Il a en effet créé, dès 2015, sa propre banque, la Nouvelle Banque de développement (NDB en anglais). Objectif affiché: offrir une alternative aux institutions de Bretton Woods, le FMI (Fonds monétaire international) et la Banque mondiale, à la main des Occidentaux. L’établissement, basé à Shanghaï, est actuellement présidé par Dilma Rousseff, l’ancienne présidente du Brésil. «Nous espérons prêter de 8 milliards à 10 milliards de dollars, a-t-elle indiqué au Financial Times, la veille du sommet de Johannesburg.

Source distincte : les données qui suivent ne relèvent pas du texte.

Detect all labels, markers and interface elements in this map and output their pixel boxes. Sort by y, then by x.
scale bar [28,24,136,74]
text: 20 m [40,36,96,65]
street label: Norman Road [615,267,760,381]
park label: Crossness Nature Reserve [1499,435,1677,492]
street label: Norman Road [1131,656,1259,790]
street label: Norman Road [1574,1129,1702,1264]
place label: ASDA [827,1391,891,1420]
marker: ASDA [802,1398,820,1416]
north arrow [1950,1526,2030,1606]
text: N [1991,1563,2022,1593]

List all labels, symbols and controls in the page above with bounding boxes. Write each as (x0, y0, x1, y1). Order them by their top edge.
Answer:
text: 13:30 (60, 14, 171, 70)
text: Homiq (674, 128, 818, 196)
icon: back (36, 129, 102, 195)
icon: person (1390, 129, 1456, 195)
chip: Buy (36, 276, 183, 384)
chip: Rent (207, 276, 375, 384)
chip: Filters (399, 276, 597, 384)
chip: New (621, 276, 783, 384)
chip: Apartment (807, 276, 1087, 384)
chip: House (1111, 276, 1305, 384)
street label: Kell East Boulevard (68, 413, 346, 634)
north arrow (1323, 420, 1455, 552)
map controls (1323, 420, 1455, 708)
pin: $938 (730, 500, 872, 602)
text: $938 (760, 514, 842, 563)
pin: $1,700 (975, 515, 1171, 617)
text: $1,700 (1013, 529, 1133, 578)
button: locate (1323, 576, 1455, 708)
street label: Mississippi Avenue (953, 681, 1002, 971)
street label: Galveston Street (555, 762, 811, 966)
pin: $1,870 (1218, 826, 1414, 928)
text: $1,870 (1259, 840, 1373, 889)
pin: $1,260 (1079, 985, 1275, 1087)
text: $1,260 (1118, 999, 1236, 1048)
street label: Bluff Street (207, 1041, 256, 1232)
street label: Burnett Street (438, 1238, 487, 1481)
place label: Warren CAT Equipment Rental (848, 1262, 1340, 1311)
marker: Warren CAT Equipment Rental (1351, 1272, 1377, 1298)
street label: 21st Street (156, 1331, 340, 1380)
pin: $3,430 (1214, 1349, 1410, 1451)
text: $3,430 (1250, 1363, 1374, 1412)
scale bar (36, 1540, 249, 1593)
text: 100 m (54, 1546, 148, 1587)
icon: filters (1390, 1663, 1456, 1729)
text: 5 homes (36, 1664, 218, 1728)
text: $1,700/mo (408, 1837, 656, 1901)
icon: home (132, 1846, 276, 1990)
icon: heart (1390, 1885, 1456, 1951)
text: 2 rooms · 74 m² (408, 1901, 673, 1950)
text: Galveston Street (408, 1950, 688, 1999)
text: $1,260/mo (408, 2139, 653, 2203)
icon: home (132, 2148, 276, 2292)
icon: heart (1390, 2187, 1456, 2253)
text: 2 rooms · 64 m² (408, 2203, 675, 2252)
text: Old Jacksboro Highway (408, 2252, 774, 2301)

Notre but est que 30 % de nos prêts soient libellés en devises locales.»
Autrement dit, les crédits accordés à l’Afrique du Sud le seront partiellement en rands, ceux à l’Inde en roupies. La Chine, quant à elle, pousse à multiplier les prêts dans sa monnaie, le yuan, qu’elle ambitionne d’internationaliser. «Les devises locales ne sont pas une alternative au dollar, argumente Dilma Rousseff, elles sont une alternative à un système (…) unipolaire (…) qui va être remplacé par un système plus multipolaire. La NDB se prévaut aussi de ne pas conditionner ses prêts à des réformes économiques, vouées à rétablir les finances publiques, souvent impopulaires, comme le fait le FMI.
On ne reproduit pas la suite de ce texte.